* Goal of the exercise
Each entry should be set down exactly as written, except for any picture it holds.

(Collected data)
--- START ---
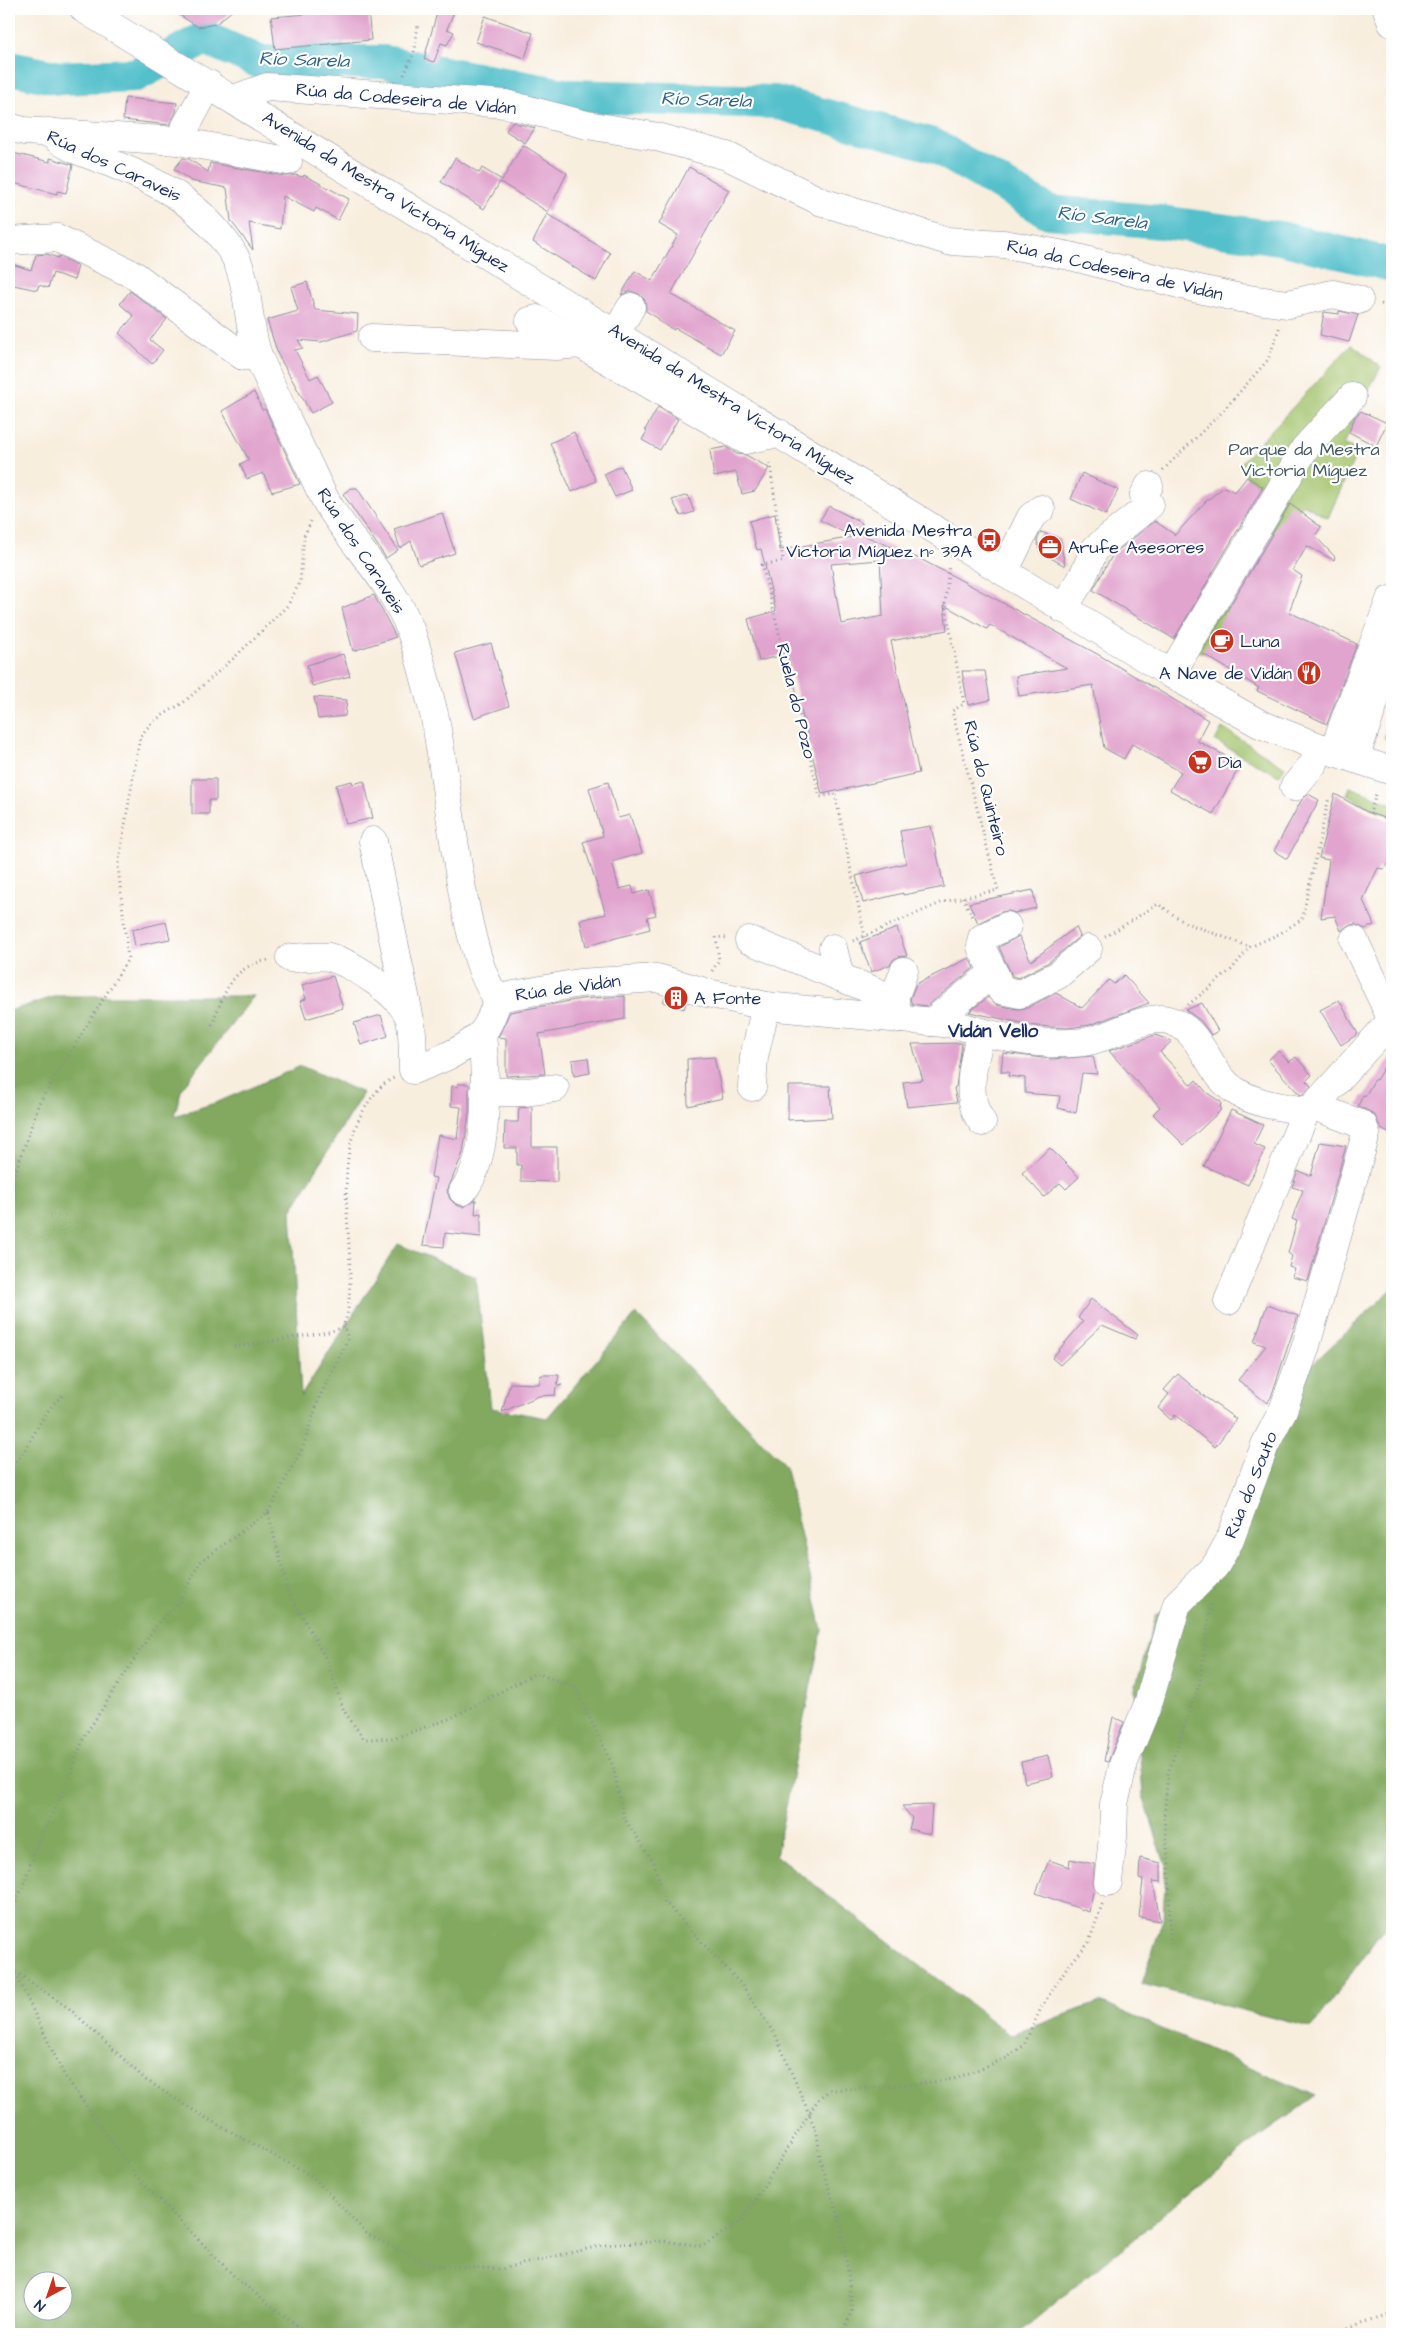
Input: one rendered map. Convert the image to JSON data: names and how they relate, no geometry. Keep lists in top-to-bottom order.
{
  "streets": {
    "street": [
      "Rúa da Codeseira de Vidán",
      "Rúa dos Caraveis",
      "Avenida da Mestra Victoria Míguez",
      "Rúa de Vidán",
      "Rúa do Souto"
    ],
    "path": ["Ruela do Pozo", "Rúa do Quinteiro"]
  },
  "crossings": [
    ["Rúa da Codeseira de Vidán", "Avenida da Mestra Victoria Míguez"],
    ["Rúa dos Caraveis", "Rúa de Vidán"],
    ["Ruela do Pozo", "Rúa do Quinteiro"]
  ],
  "districts": ["Vidán Vello"],
  "water": ["Río Sarela"],
  "parks": ["Parque da Mestra Victoria Míguez"],
  "places": {
    "bus stop": ["Avenida Mestra Victoria Míguez nº 39A"],
    "office": ["Arufe Asesores"],
    "cafe": ["Luna"],
    "restaurant": ["A Nave de Vidán"],
    "supermarket": ["Dia"],
    "building": ["A Fonte"]
  },
  "north": "bottom left"
}
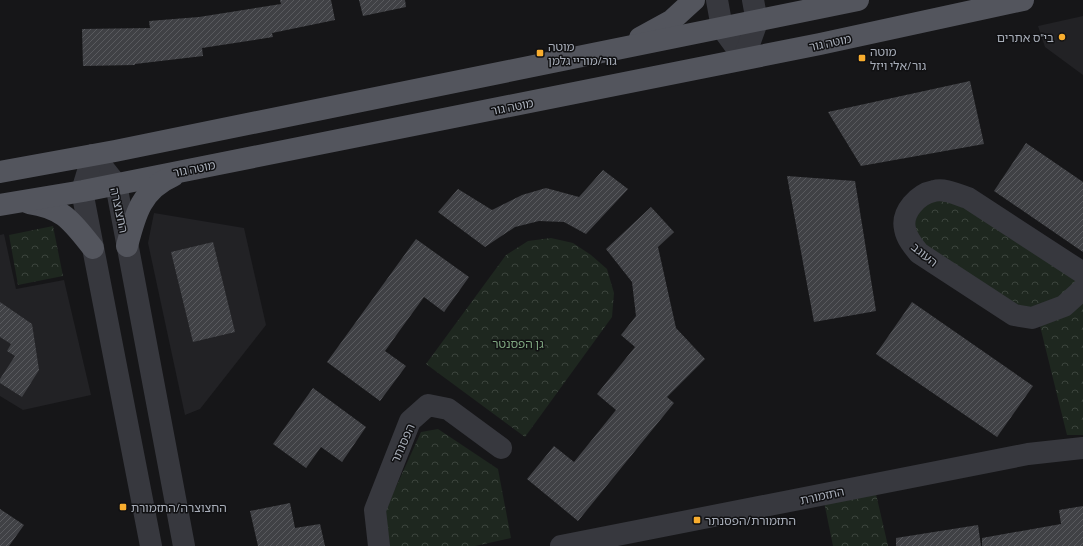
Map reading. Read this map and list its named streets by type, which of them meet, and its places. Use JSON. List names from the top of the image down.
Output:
{
  "streets": {
    "main road": ["מוטה גור"],
    "street": [
      "החצוצרה",
      "העוגב",
      "הפסנתר",
      "התזמורת"
    ]
  },
  "crossings": [
    ["מוטה גור", "החצוצרה"]
  ],
  "parks": ["גן הפסנטר"],
  "places": {
    "other": ["בי\"ס אתרים"],
    "transit": [
      "מוטה גור/מוריי גלמן",
      "מוטה גור/אלי ויזל",
      "החצוצרה/התזמורת",
      "התזמורת/הפסנתר"
    ]
  }
}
--- END ---
* Result of this exercise
Input: one rendered map. Convert the image to JSON data: names and how they relate, no geometry. Keep lists in top-to-bottom order.
{
  "streets": {
    "street": [
      "Rúa da Codeseira de Vidán",
      "Rúa dos Caraveis",
      "Avenida da Mestra Victoria Míguez",
      "Rúa de Vidán",
      "Rúa do Souto"
    ],
    "path": ["Ruela do Pozo", "Rúa do Quinteiro"]
  },
  "crossings": [
    ["Rúa da Codeseira de Vidán", "Avenida da Mestra Victoria Míguez"],
    ["Rúa dos Caraveis", "Rúa de Vidán"],
    ["Ruela do Pozo", "Rúa do Quinteiro"]
  ],
  "districts": ["Vidán Vello"],
  "water": ["Río Sarela"],
  "parks": ["Parque da Mestra Victoria Míguez"],
  "places": {
    "bus stop": ["Avenida Mestra Victoria Míguez nº 39A"],
    "office": ["Arufe Asesores"],
    "cafe": ["Luna"],
    "restaurant": ["A Nave de Vidán"],
    "supermarket": ["Dia"],
    "building": ["A Fonte"]
  },
  "north": "bottom left"
}
Map reading. Read this map and list its named streets by type, which of them meet, and its places. Use JSON. List names from the top of the image down.
Output:
{
  "streets": {
    "main road": ["מוטה גור"],
    "street": [
      "החצוצרה",
      "העוגב",
      "הפסנתר",
      "התזמורת"
    ]
  },
  "crossings": [
    ["מוטה גור", "החצוצרה"]
  ],
  "parks": ["גן הפסנטר"],
  "places": {
    "other": ["בי\"ס אתרים"],
    "transit": [
      "מוטה גור/מוריי גלמן",
      "מוטה גור/אלי ויזל",
      "החצוצרה/התזמורת",
      "התזמורת/הפסנתר"
    ]
  }
}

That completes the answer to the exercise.